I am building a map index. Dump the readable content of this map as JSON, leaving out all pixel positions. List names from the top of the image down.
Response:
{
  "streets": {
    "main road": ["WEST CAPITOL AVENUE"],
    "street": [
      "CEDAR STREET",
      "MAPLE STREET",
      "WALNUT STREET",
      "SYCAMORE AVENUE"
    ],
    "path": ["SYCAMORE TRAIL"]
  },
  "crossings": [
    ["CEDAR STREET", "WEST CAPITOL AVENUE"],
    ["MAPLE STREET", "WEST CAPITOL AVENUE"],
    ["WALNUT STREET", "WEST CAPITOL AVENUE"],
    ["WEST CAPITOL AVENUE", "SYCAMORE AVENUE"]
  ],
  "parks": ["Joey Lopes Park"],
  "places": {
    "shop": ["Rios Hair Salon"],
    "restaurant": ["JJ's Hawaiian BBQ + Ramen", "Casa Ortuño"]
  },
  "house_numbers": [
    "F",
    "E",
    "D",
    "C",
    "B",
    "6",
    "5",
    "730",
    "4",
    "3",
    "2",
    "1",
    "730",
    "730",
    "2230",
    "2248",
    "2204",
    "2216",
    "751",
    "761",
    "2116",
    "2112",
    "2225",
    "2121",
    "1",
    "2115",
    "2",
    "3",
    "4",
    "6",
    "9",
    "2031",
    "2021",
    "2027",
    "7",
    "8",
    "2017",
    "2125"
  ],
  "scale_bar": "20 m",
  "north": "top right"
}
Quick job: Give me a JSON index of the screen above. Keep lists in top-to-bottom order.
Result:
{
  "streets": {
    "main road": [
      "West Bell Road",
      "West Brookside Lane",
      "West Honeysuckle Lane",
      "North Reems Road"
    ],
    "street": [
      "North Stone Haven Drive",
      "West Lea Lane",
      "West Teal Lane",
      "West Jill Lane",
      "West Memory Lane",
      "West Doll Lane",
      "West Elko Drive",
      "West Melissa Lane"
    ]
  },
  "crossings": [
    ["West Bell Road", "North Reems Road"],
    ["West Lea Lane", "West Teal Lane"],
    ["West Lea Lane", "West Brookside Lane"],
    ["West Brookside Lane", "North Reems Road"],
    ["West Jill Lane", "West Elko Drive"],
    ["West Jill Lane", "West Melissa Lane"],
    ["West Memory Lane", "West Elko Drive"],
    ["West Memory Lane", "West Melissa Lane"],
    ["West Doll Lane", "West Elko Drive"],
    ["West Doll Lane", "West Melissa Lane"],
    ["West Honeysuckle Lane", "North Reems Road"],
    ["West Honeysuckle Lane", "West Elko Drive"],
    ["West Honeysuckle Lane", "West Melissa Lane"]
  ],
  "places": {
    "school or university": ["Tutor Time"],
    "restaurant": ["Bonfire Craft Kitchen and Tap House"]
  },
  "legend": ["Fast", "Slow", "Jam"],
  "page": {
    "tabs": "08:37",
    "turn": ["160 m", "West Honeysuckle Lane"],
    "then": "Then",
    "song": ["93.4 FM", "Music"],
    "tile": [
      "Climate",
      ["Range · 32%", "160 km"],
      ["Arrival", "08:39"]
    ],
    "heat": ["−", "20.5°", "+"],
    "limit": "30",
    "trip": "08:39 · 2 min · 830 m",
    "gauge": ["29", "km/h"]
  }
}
##############################
## WHAT TO WORK ON
A complete and exact repetition of the entries is required.

## ANSWER AREA
I am building a map index. Dump the readable content of this map as JSON, leaving out all pixel positions. List names from the top of the image down.
Response:
{
  "streets": {
    "main road": ["WEST CAPITOL AVENUE"],
    "street": [
      "CEDAR STREET",
      "MAPLE STREET",
      "WALNUT STREET",
      "SYCAMORE AVENUE"
    ],
    "path": ["SYCAMORE TRAIL"]
  },
  "crossings": [
    ["CEDAR STREET", "WEST CAPITOL AVENUE"],
    ["MAPLE STREET", "WEST CAPITOL AVENUE"],
    ["WALNUT STREET", "WEST CAPITOL AVENUE"],
    ["WEST CAPITOL AVENUE", "SYCAMORE AVENUE"]
  ],
  "parks": ["Joey Lopes Park"],
  "places": {
    "shop": ["Rios Hair Salon"],
    "restaurant": ["JJ's Hawaiian BBQ + Ramen", "Casa Ortuño"]
  },
  "house_numbers": [
    "F",
    "E",
    "D",
    "C",
    "B",
    "6",
    "5",
    "730",
    "4",
    "3",
    "2",
    "1",
    "730",
    "730",
    "2230",
    "2248",
    "2204",
    "2216",
    "751",
    "761",
    "2116",
    "2112",
    "2225",
    "2121",
    "1",
    "2115",
    "2",
    "3",
    "4",
    "6",
    "9",
    "2031",
    "2021",
    "2027",
    "7",
    "8",
    "2017",
    "2125"
  ],
  "scale_bar": "20 m",
  "north": "top right"
}
Quick job: Give me a JSON index of the screen above. Keep lists in top-to-bottom order.
Result:
{
  "streets": {
    "main road": [
      "West Bell Road",
      "West Brookside Lane",
      "West Honeysuckle Lane",
      "North Reems Road"
    ],
    "street": [
      "North Stone Haven Drive",
      "West Lea Lane",
      "West Teal Lane",
      "West Jill Lane",
      "West Memory Lane",
      "West Doll Lane",
      "West Elko Drive",
      "West Melissa Lane"
    ]
  },
  "crossings": [
    ["West Bell Road", "North Reems Road"],
    ["West Lea Lane", "West Teal Lane"],
    ["West Lea Lane", "West Brookside Lane"],
    ["West Brookside Lane", "North Reems Road"],
    ["West Jill Lane", "West Elko Drive"],
    ["West Jill Lane", "West Melissa Lane"],
    ["West Memory Lane", "West Elko Drive"],
    ["West Memory Lane", "West Melissa Lane"],
    ["West Doll Lane", "West Elko Drive"],
    ["West Doll Lane", "West Melissa Lane"],
    ["West Honeysuckle Lane", "North Reems Road"],
    ["West Honeysuckle Lane", "West Elko Drive"],
    ["West Honeysuckle Lane", "West Melissa Lane"]
  ],
  "places": {
    "school or university": ["Tutor Time"],
    "restaurant": ["Bonfire Craft Kitchen and Tap House"]
  },
  "legend": ["Fast", "Slow", "Jam"],
  "page": {
    "tabs": "08:37",
    "turn": ["160 m", "West Honeysuckle Lane"],
    "then": "Then",
    "song": ["93.4 FM", "Music"],
    "tile": [
      "Climate",
      ["Range · 32%", "160 km"],
      ["Arrival", "08:39"]
    ],
    "heat": ["−", "20.5°", "+"],
    "limit": "30",
    "trip": "08:39 · 2 min · 830 m",
    "gauge": ["29", "km/h"]
  }
}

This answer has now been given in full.